> Saved entries:
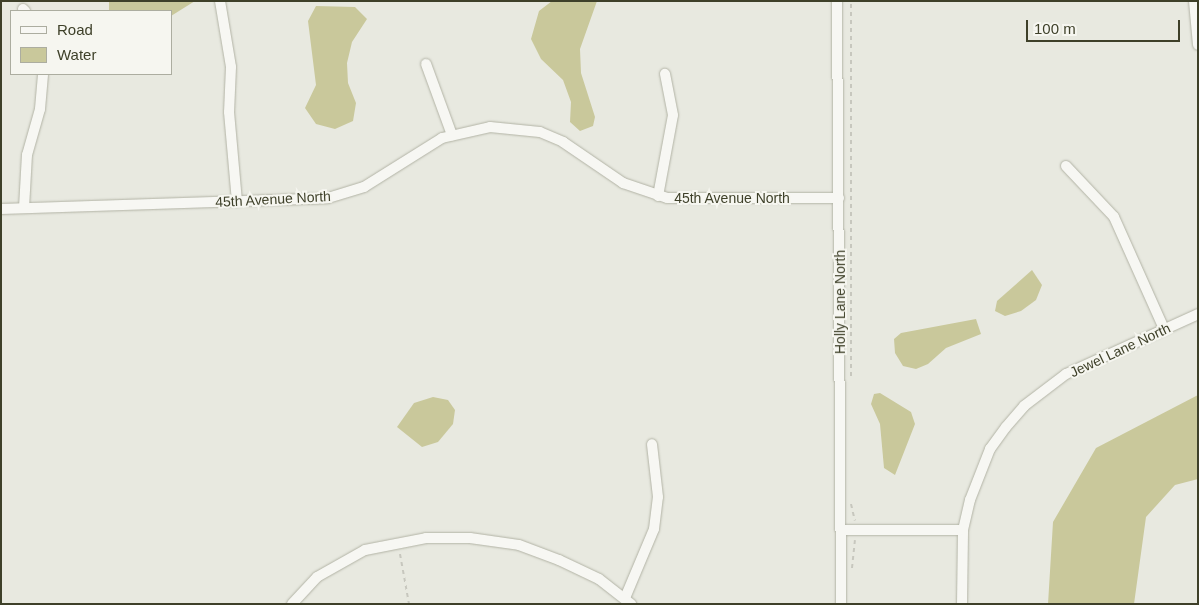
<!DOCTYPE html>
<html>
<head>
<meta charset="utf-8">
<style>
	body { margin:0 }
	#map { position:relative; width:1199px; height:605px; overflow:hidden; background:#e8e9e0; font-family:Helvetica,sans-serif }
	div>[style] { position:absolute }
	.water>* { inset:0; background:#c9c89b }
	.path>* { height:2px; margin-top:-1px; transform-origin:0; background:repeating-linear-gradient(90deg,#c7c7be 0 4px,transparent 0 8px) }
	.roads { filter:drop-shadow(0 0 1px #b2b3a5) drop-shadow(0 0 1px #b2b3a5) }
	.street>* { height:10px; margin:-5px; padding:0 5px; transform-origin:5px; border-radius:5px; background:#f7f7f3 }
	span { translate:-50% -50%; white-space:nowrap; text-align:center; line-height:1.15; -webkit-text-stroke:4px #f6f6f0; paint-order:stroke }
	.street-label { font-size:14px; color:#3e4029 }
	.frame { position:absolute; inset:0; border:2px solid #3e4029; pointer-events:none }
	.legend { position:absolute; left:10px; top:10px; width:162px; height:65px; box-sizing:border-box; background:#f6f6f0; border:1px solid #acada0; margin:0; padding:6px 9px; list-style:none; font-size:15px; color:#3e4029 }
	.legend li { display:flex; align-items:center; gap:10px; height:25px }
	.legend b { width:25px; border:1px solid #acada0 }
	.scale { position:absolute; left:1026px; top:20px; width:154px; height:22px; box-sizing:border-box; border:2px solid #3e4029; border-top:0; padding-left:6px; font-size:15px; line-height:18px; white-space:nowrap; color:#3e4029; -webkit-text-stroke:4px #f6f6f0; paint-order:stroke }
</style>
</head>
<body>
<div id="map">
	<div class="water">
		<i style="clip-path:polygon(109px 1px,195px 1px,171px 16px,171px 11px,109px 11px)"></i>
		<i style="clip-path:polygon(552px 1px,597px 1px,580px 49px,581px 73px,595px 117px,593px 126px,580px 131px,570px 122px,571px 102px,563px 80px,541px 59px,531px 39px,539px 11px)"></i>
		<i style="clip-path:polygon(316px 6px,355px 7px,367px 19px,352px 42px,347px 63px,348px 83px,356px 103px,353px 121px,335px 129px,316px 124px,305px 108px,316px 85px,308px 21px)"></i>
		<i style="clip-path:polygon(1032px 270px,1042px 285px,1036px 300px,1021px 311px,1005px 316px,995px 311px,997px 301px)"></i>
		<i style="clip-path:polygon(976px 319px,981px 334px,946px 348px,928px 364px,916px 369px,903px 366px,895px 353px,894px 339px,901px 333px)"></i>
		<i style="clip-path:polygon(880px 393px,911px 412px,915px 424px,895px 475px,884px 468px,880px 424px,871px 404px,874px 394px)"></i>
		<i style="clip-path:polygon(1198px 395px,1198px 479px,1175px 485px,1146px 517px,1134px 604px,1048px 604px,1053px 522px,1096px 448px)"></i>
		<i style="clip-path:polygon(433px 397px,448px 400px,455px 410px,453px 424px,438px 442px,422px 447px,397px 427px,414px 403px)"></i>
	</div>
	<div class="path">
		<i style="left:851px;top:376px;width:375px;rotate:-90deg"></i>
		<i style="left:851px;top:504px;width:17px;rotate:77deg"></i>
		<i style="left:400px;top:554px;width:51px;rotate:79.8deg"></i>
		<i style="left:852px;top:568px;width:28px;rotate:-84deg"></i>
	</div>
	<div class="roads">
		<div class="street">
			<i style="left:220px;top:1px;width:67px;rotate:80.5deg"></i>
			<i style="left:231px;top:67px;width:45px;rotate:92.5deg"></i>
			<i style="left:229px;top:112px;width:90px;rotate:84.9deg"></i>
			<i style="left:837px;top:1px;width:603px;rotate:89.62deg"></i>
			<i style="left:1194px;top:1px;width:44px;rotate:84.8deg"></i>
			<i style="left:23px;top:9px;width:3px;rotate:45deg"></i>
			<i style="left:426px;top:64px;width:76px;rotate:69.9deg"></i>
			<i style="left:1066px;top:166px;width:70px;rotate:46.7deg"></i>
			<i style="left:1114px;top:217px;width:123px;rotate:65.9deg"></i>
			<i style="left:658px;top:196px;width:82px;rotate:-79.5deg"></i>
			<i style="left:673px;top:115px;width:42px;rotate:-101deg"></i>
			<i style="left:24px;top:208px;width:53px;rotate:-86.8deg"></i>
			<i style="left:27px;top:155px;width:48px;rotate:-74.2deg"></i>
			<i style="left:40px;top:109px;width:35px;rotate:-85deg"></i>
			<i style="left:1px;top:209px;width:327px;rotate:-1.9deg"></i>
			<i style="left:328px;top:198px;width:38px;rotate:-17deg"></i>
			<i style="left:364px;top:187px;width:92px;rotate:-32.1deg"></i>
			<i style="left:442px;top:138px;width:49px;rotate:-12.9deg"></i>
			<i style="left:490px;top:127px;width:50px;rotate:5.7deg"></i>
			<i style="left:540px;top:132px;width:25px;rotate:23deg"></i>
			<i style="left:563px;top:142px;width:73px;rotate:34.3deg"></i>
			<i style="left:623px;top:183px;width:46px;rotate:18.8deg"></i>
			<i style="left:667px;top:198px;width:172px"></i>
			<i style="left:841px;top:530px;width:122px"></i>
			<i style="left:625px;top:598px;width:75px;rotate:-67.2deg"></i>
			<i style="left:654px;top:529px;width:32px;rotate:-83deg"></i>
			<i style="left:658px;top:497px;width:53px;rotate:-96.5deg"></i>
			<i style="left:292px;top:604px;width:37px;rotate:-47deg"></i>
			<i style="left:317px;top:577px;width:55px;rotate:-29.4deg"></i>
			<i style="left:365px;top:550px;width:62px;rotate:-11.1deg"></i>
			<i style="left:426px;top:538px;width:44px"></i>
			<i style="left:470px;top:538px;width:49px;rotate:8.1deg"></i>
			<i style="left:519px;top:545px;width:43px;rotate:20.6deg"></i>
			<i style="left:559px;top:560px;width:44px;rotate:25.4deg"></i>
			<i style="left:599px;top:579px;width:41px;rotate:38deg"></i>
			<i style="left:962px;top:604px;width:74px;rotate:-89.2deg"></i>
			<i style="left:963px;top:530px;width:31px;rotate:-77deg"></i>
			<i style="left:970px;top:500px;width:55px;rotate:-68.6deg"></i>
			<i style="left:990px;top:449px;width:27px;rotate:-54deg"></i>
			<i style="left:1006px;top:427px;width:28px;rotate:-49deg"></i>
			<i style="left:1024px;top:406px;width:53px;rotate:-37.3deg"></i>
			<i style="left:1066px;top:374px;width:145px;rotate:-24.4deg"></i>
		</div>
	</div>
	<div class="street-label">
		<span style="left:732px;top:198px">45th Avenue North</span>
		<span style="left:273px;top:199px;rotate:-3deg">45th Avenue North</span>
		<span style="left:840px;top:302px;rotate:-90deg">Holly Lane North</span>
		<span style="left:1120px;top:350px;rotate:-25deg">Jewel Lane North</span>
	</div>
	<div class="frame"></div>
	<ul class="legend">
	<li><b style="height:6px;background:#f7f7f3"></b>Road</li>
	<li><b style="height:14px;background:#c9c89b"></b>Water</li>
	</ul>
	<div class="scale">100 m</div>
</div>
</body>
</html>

--

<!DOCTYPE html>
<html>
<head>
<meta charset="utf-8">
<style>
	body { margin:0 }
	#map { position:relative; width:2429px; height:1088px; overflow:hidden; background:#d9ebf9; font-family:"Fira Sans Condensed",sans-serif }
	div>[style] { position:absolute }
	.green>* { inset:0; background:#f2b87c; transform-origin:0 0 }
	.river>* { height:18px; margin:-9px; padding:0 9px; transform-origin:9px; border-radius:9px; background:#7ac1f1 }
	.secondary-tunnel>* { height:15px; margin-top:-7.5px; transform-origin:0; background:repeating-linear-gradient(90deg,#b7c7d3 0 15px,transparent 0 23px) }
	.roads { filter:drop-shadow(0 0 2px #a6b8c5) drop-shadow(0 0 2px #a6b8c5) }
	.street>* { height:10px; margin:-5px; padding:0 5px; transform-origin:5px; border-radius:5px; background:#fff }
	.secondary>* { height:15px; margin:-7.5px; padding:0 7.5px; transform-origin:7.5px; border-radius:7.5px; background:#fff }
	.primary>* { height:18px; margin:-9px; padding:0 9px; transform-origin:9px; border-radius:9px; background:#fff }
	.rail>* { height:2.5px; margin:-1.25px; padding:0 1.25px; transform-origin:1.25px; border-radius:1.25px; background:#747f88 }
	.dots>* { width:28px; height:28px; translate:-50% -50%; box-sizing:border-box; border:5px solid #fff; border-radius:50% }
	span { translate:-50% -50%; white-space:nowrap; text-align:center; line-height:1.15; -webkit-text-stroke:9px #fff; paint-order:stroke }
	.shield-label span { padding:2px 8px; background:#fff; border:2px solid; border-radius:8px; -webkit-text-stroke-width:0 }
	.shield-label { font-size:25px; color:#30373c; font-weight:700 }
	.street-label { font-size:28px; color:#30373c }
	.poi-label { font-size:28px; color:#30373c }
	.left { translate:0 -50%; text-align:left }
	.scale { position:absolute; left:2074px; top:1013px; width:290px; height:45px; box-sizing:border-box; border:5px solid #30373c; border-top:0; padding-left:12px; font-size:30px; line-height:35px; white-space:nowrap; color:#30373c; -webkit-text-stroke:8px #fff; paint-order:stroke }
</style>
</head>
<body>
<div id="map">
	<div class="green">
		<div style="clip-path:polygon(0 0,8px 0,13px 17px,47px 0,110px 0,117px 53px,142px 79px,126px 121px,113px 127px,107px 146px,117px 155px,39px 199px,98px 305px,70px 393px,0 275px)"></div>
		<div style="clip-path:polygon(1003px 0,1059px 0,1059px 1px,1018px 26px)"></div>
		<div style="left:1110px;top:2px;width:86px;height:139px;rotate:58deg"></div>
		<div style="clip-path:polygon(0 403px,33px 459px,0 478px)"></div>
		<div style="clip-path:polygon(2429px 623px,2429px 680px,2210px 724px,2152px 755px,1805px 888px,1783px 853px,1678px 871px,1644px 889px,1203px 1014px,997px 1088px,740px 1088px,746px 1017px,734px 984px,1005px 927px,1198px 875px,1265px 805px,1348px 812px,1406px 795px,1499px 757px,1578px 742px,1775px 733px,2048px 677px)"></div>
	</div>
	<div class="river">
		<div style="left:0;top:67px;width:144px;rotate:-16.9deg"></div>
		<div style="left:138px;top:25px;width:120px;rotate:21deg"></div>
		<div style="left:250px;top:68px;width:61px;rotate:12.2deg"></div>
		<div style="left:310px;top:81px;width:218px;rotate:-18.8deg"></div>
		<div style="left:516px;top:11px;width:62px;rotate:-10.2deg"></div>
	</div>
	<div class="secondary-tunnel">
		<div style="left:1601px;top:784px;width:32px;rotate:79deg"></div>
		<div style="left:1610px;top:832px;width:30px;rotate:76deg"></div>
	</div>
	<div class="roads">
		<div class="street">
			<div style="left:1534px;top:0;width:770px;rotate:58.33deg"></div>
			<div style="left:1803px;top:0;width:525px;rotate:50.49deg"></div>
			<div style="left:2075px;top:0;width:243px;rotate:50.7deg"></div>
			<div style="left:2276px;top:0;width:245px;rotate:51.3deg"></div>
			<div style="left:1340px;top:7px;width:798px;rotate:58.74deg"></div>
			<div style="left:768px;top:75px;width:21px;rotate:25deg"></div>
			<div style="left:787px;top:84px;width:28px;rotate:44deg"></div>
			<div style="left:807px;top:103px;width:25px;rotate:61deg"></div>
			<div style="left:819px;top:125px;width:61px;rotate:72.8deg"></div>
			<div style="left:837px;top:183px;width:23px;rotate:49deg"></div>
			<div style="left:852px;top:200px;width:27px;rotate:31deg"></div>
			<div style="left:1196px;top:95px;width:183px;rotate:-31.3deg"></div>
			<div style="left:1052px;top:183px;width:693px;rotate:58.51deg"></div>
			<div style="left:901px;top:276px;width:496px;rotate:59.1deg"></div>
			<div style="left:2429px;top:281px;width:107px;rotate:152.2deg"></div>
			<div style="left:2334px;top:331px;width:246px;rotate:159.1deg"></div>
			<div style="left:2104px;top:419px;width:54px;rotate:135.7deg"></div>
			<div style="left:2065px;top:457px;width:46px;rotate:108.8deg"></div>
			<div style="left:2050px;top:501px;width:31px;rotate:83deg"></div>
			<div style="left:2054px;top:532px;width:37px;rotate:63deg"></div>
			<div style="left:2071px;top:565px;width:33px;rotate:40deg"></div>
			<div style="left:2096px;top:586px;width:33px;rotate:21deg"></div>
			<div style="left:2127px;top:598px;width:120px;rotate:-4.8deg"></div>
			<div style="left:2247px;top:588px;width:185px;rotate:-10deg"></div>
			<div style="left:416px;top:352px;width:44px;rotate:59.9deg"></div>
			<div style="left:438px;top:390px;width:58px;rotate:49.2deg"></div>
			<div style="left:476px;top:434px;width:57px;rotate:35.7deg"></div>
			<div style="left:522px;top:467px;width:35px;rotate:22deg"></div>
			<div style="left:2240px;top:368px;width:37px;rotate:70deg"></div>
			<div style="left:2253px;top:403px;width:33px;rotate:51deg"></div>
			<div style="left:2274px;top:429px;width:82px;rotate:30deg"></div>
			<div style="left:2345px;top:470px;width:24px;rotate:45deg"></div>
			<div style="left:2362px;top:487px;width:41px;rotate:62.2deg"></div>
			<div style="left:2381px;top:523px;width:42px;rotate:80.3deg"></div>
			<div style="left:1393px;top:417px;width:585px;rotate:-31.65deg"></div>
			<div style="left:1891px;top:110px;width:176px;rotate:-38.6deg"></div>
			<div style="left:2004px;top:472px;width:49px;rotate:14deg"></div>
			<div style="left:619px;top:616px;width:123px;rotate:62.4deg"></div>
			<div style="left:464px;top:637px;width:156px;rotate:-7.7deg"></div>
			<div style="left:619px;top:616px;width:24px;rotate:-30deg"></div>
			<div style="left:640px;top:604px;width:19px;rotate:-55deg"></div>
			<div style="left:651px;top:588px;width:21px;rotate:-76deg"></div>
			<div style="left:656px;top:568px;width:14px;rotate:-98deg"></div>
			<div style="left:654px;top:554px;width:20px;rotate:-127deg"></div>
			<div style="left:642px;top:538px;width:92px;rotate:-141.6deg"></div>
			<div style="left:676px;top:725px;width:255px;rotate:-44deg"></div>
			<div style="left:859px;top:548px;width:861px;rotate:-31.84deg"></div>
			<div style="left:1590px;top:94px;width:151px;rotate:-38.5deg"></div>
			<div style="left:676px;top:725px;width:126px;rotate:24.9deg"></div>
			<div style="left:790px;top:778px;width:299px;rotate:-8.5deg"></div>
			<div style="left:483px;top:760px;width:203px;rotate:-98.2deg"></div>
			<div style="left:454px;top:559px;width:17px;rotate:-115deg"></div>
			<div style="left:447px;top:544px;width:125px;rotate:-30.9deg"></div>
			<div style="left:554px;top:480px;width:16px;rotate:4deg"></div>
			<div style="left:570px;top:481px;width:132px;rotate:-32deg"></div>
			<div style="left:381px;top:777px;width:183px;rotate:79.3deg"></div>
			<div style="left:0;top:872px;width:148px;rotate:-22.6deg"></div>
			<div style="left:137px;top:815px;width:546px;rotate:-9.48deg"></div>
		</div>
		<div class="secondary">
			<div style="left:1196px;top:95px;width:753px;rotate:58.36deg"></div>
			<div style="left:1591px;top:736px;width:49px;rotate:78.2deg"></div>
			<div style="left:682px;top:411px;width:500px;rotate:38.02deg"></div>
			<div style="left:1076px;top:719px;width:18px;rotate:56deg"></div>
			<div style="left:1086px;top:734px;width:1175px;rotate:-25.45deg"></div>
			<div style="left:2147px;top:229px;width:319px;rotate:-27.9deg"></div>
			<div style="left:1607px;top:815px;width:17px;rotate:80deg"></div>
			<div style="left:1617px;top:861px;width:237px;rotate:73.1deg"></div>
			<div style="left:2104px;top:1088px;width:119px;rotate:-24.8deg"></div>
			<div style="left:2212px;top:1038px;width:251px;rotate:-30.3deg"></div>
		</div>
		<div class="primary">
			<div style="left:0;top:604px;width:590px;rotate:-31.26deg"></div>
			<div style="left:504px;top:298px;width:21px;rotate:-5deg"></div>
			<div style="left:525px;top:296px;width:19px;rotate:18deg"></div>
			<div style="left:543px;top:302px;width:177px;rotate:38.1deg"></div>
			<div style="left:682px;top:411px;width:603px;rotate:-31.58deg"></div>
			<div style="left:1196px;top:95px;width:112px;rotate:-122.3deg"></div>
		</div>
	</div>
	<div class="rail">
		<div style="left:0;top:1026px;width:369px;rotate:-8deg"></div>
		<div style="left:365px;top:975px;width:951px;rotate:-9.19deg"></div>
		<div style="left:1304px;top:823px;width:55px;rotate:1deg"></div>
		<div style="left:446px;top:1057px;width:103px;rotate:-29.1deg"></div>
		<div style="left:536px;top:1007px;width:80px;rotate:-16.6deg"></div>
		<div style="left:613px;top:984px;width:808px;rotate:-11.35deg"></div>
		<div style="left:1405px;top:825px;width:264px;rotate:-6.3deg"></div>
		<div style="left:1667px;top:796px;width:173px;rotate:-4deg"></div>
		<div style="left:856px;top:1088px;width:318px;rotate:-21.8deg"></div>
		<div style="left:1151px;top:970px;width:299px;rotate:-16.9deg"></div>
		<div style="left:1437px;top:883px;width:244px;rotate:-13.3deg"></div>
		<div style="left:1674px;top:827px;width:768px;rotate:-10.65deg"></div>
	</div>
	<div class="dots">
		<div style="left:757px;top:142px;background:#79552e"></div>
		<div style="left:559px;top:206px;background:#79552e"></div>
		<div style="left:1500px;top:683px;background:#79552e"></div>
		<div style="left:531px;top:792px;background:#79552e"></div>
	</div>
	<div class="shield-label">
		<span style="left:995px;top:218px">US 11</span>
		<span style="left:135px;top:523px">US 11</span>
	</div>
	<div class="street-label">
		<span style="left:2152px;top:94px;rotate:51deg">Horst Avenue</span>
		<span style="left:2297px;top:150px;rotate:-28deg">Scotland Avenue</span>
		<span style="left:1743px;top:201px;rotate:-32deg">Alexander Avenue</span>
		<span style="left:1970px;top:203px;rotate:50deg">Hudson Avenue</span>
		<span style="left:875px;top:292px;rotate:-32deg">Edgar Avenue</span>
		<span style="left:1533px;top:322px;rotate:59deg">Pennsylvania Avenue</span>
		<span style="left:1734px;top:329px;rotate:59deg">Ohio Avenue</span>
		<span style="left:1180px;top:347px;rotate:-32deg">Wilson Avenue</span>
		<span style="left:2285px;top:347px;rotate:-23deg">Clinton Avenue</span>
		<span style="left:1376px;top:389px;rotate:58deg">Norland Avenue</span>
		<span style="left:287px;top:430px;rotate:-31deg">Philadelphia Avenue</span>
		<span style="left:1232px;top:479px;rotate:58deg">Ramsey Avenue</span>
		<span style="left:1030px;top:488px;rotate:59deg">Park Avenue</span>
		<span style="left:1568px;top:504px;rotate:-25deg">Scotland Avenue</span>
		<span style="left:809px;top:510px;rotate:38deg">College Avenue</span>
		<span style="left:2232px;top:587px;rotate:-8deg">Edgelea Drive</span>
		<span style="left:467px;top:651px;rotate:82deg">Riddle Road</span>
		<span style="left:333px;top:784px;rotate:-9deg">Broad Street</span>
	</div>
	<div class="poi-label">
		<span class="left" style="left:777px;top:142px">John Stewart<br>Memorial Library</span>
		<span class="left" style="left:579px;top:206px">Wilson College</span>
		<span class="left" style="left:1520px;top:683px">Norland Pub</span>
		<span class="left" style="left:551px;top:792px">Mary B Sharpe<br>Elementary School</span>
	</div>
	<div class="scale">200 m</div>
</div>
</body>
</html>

> INSTRUCTIONS TO FOLLOW: Each line above that carries the string "inset" has to be returned.

> ANSWER FOR THIS EXERCISE:
	.water>* { inset:0; background:#c9c89b }
	.frame { position:absolute; inset:0; border:2px solid #3e4029; pointer-events:none }
	.green>* { inset:0; background:#f2b87c; transform-origin:0 0 }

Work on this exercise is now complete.